Quantum Computing: Quantum Machine Learning

We introduced the HHL algorithm and its subroute quantum phase estimation (QPE) algorithm in this blog. Now we introduce two quantum versions of machine learning algorithms: quantum principal component analysis (qPCA) and quantum support vector machine (qSVM), which replies on QPE and HHL, respectively.

Data Preparation

Suppose we have n data samples and each data sample has p features, i.e., \mathbf{x}^{(i)}\equiv[x_1^{(i)}, \cdots, x_p^{(i)}]^T for i=1,\cdots, n.
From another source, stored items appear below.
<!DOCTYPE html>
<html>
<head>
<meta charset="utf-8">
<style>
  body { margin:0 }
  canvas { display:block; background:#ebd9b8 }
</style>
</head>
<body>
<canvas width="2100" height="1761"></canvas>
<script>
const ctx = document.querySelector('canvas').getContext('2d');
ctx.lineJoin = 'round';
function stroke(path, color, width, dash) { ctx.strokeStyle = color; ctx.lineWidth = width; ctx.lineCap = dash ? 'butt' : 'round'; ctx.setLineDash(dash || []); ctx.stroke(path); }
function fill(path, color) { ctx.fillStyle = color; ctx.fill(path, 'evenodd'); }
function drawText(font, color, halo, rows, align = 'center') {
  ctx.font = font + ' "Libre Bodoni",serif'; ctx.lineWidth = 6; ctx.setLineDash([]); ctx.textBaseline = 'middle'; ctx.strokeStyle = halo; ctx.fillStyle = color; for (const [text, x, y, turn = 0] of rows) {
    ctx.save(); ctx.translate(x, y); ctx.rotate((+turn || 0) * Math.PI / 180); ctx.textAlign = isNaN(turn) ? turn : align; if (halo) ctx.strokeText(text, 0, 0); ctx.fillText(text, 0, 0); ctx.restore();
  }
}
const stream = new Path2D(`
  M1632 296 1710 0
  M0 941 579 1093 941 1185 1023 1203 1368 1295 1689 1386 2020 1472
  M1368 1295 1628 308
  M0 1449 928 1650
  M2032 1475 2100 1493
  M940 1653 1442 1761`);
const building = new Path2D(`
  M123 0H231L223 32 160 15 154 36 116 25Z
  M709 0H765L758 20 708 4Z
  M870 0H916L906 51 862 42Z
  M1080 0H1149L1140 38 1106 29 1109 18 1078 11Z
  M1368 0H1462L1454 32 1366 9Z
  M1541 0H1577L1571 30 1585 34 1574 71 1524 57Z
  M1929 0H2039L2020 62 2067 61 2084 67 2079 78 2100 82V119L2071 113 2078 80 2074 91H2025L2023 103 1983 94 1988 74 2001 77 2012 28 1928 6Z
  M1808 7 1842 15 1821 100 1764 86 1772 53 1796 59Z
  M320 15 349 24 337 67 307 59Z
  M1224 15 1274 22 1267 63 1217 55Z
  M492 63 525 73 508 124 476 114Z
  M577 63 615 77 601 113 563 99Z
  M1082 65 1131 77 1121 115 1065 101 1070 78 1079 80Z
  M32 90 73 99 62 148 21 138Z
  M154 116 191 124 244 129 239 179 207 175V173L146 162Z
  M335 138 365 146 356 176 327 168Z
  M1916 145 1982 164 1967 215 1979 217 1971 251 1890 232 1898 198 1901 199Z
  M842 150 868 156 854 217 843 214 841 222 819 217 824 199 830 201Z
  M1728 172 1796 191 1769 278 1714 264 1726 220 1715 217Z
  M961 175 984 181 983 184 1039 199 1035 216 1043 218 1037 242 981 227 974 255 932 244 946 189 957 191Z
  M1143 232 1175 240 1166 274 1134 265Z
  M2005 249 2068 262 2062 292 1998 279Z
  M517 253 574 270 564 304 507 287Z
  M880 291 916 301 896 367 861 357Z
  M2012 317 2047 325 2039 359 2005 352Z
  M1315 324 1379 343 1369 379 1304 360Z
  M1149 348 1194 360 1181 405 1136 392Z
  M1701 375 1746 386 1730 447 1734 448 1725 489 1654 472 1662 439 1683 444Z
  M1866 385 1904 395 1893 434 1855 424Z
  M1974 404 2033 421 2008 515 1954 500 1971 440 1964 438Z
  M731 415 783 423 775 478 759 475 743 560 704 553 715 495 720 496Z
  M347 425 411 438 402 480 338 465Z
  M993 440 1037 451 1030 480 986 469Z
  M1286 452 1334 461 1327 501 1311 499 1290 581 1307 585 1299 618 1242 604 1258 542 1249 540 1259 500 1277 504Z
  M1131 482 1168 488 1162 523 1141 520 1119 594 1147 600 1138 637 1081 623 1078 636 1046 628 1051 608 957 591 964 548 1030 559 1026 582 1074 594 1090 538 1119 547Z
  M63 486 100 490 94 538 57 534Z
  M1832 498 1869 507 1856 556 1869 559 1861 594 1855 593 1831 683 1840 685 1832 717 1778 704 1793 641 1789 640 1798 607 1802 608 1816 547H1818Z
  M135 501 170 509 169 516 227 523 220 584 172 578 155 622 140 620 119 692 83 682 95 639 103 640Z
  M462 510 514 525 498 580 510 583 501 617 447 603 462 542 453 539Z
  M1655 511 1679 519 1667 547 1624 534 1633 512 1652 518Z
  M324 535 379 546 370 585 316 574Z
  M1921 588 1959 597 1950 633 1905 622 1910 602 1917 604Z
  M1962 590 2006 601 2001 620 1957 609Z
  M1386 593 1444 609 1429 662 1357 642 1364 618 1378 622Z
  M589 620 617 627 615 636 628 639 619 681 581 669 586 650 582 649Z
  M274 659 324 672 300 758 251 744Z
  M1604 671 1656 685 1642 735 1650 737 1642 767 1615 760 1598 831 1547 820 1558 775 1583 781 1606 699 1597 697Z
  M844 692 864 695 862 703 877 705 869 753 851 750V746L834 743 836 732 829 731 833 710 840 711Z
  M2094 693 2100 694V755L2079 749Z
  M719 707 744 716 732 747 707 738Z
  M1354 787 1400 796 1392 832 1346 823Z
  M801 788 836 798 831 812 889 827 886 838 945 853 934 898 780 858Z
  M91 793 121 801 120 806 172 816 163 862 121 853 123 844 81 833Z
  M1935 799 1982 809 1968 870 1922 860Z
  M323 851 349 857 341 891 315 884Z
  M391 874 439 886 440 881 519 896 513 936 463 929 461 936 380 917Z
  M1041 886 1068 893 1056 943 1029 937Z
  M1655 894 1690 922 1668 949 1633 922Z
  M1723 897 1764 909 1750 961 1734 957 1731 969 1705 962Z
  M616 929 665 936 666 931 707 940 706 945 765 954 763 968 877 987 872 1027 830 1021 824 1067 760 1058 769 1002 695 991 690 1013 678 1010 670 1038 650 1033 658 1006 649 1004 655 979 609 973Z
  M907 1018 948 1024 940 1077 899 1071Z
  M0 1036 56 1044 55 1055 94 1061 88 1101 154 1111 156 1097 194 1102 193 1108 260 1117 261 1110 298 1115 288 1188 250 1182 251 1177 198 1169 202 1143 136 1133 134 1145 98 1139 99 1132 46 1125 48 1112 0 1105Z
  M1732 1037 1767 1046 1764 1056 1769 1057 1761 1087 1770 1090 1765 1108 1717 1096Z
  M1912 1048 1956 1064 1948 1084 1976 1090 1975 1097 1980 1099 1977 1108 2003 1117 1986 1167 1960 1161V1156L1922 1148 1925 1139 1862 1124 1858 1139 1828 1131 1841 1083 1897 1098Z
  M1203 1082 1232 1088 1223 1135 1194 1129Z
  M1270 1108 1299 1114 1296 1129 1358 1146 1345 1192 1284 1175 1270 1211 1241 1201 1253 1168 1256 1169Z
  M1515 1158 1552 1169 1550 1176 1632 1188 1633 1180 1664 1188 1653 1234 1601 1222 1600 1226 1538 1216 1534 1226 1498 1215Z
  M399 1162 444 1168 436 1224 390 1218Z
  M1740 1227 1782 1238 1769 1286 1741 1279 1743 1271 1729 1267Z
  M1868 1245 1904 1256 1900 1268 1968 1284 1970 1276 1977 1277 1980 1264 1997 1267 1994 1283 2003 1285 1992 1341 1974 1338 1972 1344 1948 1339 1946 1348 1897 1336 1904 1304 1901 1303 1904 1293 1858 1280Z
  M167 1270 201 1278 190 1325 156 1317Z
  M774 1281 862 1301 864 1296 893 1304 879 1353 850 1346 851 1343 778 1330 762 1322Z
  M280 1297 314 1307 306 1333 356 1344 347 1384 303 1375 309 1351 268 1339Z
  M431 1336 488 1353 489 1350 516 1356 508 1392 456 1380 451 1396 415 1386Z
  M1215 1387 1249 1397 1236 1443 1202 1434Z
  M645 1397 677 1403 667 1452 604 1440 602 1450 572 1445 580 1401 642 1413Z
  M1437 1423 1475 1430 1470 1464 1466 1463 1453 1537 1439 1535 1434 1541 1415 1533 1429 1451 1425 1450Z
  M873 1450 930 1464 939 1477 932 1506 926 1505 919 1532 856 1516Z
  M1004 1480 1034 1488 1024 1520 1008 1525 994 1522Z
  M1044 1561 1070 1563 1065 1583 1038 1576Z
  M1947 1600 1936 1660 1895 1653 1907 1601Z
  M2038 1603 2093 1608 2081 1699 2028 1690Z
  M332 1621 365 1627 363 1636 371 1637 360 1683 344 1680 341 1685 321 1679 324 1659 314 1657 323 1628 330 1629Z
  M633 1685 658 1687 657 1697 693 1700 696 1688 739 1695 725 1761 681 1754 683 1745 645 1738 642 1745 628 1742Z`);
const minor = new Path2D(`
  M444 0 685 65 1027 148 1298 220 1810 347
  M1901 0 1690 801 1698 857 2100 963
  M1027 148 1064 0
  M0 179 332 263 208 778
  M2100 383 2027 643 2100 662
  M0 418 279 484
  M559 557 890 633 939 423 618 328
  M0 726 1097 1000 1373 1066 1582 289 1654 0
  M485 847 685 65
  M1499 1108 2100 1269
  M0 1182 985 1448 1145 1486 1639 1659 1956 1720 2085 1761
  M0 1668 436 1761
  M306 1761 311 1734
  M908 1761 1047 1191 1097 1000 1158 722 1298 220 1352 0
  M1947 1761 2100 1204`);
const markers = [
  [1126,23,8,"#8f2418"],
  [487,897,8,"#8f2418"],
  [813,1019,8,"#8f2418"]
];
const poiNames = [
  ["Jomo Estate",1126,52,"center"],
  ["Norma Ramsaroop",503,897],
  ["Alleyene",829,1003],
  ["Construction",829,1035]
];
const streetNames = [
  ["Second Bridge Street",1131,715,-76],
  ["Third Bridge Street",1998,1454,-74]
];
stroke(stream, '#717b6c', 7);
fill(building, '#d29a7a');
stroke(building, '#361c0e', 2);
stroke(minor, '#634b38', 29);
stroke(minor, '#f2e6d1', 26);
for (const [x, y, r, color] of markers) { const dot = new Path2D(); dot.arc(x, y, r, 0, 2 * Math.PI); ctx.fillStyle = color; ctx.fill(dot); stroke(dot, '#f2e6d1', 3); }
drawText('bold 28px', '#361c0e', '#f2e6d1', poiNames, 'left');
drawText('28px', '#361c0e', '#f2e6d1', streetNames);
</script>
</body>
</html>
To apply quantum algorithms, we encode each data sample \mathbf{x}^{(i)} in a quantum state \begin{eqnarray}\mathbf{x}^{(i)}\equiv[x_1^{(i)}, \cdots, x_p^{(i)}]^T \quad\xrightarrow{p=2^m} \quad |\psi_i\rangle\equiv \frac{1}{\left|\left| \mathbf{x}^{(i)}\right|\right|_2}\sum_{\tau\in \{0,1\}^m}x_{\tau}^{(i)}|\tau\rangle\,.\tag{1}\end{eqnarray} To encode the entire dataset, we entangle the data state |\psi_i\rangle with an auxiliary state |i\rangle and form a pure state \begin{equation}|\psi\rangle\equiv\sum_{i=1}^n \sqrt{p_i}|\psi_i\rangle|i\rangle\,,\tag{2}\end{equation} where \begin{equation}p_i\equiv \frac{\left|\left| \mathbf{x}^{(i)}\right|\right|^2_2}{\sum_{k=1}^n \left|\left| \mathbf{x}^{(k)}\right|\right|^2_2}\tag{3}\end{equation} comes from the fact that \langle \psi_i|\psi_i\rangle=1 while {\mathbf{x}^{(i)}}^T\cdot \mathbf{x}^{(i)} = \left|\left|\mathbf{x}^{(i)}\right|\right|_2^2.

Quantum Principal Component Analysis (qPCA) 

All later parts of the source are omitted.